One powerful use of the ADCP data set was a study that provided in-situ compa rison with measurements derived from satellite altimeters. Contours of sea-surface height were extracted from weekly mapped fields along the Oleander’s route. From these surface contours, oceanic properties such as the velocity field were estimated.
In the adjacent figure, you can see black velocity vectors from the Oleander record that are overlaid on the contours of sea-surface height. The currents were measured at 52 m depth. Red regions are peaks while blue regions are valleys. You can see the vectors are clearly aligned with changes in sea-surface height. This result is predicted by theory. The vectors reveal the strong currents of the Gulf Stream flanked by circulating currents due to a ring to the east of the Gulf Stream.
ADCP velocity vectors at 52m depth overlaid on a contour map of sea surface height. The latter is derived from satellite altimeter data (Jessica S. Worst, Kathleen A. Donohue, T. Rossby (2014). J. Atmospheric and Oceanic Technology 31:6, 1422-1433.)
In 2013, Rossby, Flagg, and other researchers examined the 20-year series of ADCP transects for signs of a Gulf Stream slowdown. These direct measurements showed no evidence for a decrease in transport. This analysis had been motivated by publications that inferred the Gulf Stream was weakening. The earlier work had analyzed spatial gradients in satellite altimeter data.

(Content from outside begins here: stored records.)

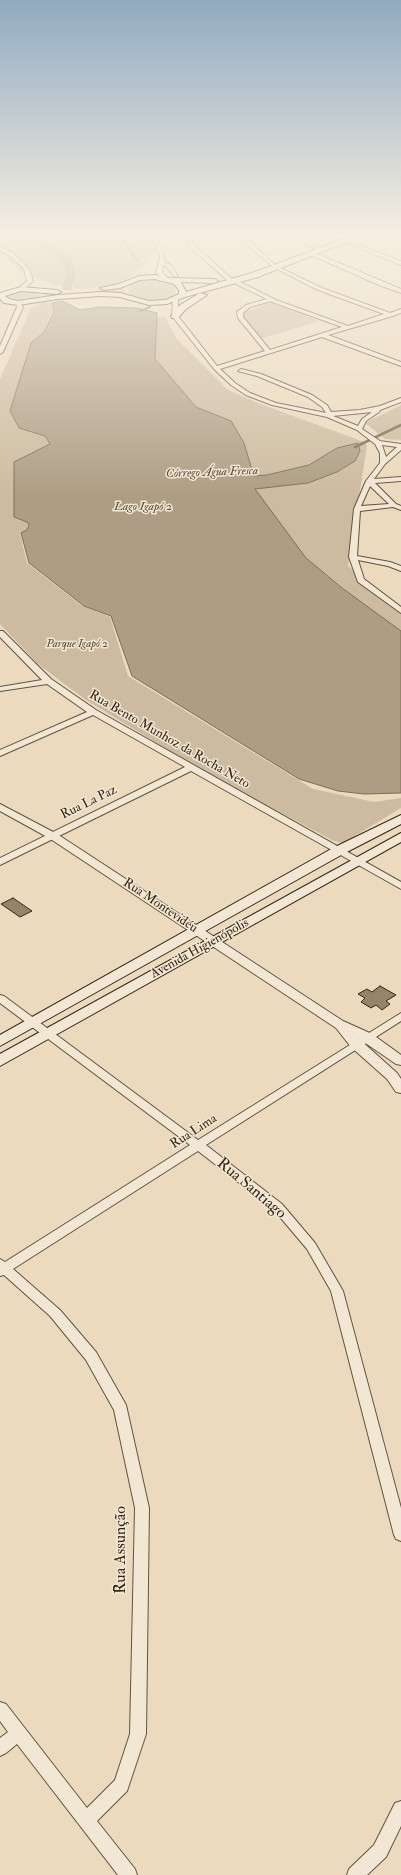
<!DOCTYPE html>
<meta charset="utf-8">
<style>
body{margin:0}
canvas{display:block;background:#ebdabd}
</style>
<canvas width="401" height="1875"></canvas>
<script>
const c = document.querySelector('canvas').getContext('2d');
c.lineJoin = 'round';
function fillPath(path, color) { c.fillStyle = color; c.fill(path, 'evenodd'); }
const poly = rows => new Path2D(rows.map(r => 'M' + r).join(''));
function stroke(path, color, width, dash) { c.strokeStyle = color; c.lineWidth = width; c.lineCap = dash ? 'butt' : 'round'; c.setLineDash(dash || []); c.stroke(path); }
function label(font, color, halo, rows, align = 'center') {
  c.font = font + ' "IM FELL Double Pica",serif'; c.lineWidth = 3; c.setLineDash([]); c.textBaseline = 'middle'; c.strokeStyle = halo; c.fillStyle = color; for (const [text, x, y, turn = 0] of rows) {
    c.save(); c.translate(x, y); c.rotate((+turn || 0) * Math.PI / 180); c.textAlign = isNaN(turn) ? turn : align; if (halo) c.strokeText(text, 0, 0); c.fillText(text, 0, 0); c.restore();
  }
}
fillPath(poly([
 [0,234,149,234,156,253,152,254,149,262,124,281,105,287,74,289,73,282,56,286,21,272,0,253],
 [151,278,168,282,175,286,176,293,168,299,152,301,132,295,129,292,129,287,136,282],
 [124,288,125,294,115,293,45,297,44,293,69,294],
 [20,291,36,292,40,296,34,300,21,301,12,300,7,297,7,295],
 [44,302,51,303,53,311,43,332,30,344,10,412,18,428,44,436,50,444,14,462,14,517,27,522,28,525,27,530,20,534,27,563,81,605,110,617,128,676,313,789,374,802,401,798,401,808,343,843,334,841,211,776,86,700,38,664,0,624,0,379,31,308],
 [270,302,319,321,260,339,242,318,243,313],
 [157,317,165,317,177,339,228,390,258,403,364,442,367,446,348,566,401,608,401,631,342,588,306,558,254,489,308,483,337,472,355,461,337,448,309,465,267,475,254,476,244,443,231,421,196,407,155,359],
 [401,405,401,440,385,439,365,423]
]), '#ccbba0');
const water = poly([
 [62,301,80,310,100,307,136,308,157,313,155,359,196,407,231,421,244,443,254,476,267,475,309,465,337,448,358,443,360,451,355,461,337,472,308,483,255,489,306,558,342,588,401,631,401,793,364,794,338,791,299,779,132,676,111,616,84,606,29,563,21,533,27,530,29,525,27,522,14,517,14,462,50,444,45,436,19,428,10,411,31,343,44,332,54,312,52,303,62,301]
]);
fillPath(water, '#ad9d84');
stroke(water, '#7d6d57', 1);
stroke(poly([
 [119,234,137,260],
 [140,311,150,307]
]), '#7d6d57', 2);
stroke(poly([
 [355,447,401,425]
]), '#7d6d57', 2.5);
fillPath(poly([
 [13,234,28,234,55,246,72,260,76,272,71,290,63,290,62,288,66,272,63,263,47,250,13,234]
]), '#ad9d84');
const building = poly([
 [13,898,32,911,20,917,1,904,13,898],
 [380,986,396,995,386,1001,390,1004,382,1010,376,1005,371,1008,361,1002,365,998,358,994,367,989,372,992,380,986]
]);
fillPath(building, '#94846c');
stroke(building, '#352614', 1);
const minor = poly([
 [151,234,156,234,164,257,164,262,171,265,178,276,174,276,167,267,163,265,162,273,167,277,167,279,163,279,156,273,160,257,151,234],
 [184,234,189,234,194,245,231,278,231,280,227,280,190,247,184,234],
 [241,234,246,234,251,243,276,266,322,288,390,313,401,309,401,313,393,316,328,335,401,362,401,366,322,337,220,369,235,383,250,393,276,403,326,413,322,407,308,397,257,376,238,371,241,369,261,374,312,395,327,405,331,412,360,410,380,406,401,398,401,402,380,410,379,412,366,421,362,429,380,441,401,444,401,450,385,464,374,479,401,477,401,481,375,483,396,504,401,506,401,510,393,507,360,511,357,556,390,562,401,566,401,571,388,566,358,560,364,579,401,607,401,613,358,582,349,557,354,509,366,481,380,463,380,453,375,444,357,430,327,417,272,405,246,395,231,385,214,369,172,316,173,299,178,298,178,316,217,366,265,351,238,318,237,312,246,305,267,299,232,282,232,280,236,280,276,300,348,326,384,314,318,290,275,268,247,245,241,234],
 [271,301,272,302,342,327,270,350,243,317,243,313,250,307,271,301],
 [372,412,362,419,358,426,333,416,372,412],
 [382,445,397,447,386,457,382,445],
 [370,486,389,504,361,506,370,486],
 [297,234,302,234,308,241,320,248,316,249,304,243,297,234],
 [351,234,355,234,355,235,353,236,351,234],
 [345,240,401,261,401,265,345,242,345,240],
 [0,247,13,253,29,269,33,281,23,290,18,289,27,281,24,269,9,255,0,250,0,247],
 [311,253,315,253,401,289,401,293,379,285,311,255,311,253],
 [16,302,20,302,23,307,3,352,0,354,0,346,17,307,16,302],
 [0,631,3,631,51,679,96,710,401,882,401,889,191,771,0,865,0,858,185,767,93,715,0,756,0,750,87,712,47,684,0,691,0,687,42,680,0,637,0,631],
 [0,995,4,996,198,1140,401,1013,401,1021,206,1145,282,1204,315,1243,343,1291,401,1508,401,1541,396,1539,394,1535,331,1291,307,1249,274,1210,198,1151,13,1269,60,1310,96,1352,126,1405,149,1508,146,1734,127,1791,97,1821,135,1869,137,1875,118,1875,17,1744,6,1753,0,1756,0,1738,8,1732,0,1721,0,1702,6,1704,87,1808,115,1780,130,1734,135,1508,114,1410,86,1360,50,1316,4,1275,0,1276,0,1259,5,1262,190,1145,0,1003,0,995],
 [401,1801,401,1826,386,1857,367,1875,347,1875,349,1869,374,1845,395,1803,401,1801]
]);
const tertiary = poly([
 [0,804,57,834,343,1021,372,1034,401,1055,401,1065,396,1064,358,1038,397,1073,401,1079,401,1093,396,1092,387,1079,351,1047,336,1028,49,838,0,811,0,804]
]);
const secondary = poly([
 [357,234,367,234,258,277,185,297,167,304,149,305,120,297,101,296,58,299,18,305,4,303,0,299,0,293,21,287,57,290,61,292,57,294,21,291,5,296,9,299,18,301,58,295,101,292,120,293,149,301,166,300,179,294,179,290,174,284,155,279,140,280,120,288,104,290,100,288,119,284,139,276,155,275,170,278,214,279,218,281,214,283,181,282,186,292,252,273,357,234],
 [200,293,207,295,186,309,178,318,172,318,171,316,180,305,200,293],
 [401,815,401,824,343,854,0,1046,0,1035,333,848,401,815],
 [401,833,401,842,0,1066,0,1054,401,833]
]);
stroke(minor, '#62533e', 2);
stroke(tertiary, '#62533e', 2);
stroke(secondary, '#352614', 2);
fillPath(minor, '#f2e7d4');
fillPath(tertiary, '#f2e7d4');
fillPath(secondary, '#f2e7d4');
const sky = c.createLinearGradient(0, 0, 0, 497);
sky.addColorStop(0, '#90abc0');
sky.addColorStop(0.47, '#f6eee1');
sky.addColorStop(1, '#f6eee100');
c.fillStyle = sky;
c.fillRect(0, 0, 401, 497);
label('italic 11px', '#5b4b37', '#f2e7d4', [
 ["Parque Igapó 2",77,645]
]);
label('italic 12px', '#594a36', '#f2e7d4', [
 ["Córrego Água Fresca",212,473,-2],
 ["Lago Igapó 2",143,507]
]);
label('13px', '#352614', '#f2e7d4', [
 ["Rua Bento Munhoz da Rocha Neto",169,740,30],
 ["Rua La Paz",89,803,-26],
 ["Rua Montevidéu",160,906,34],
 ["Avenida Higienópolis",200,949,-29],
 ["Rua Lima",194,1132,-33]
]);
label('16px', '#352614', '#f2e7d4', [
 ["Rua Santiago",251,1189,40],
 ["Rua Assunção",122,1550,-90]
]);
</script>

The determination of these researchers has paid off. Their mounting collection of transects has unmasked some compelling results in sparsely measured regions of the ocean. CMV Oleander is now slated to be replaced by a new vessel. On it, Rossby and Flagg plan to install dual ADCPs. A deep profiling phased array 38 kHz unit will probe the main thermocline. A complementary 150 kHz unit will provide finer vertical resolution for near-surface waters and shallow regions.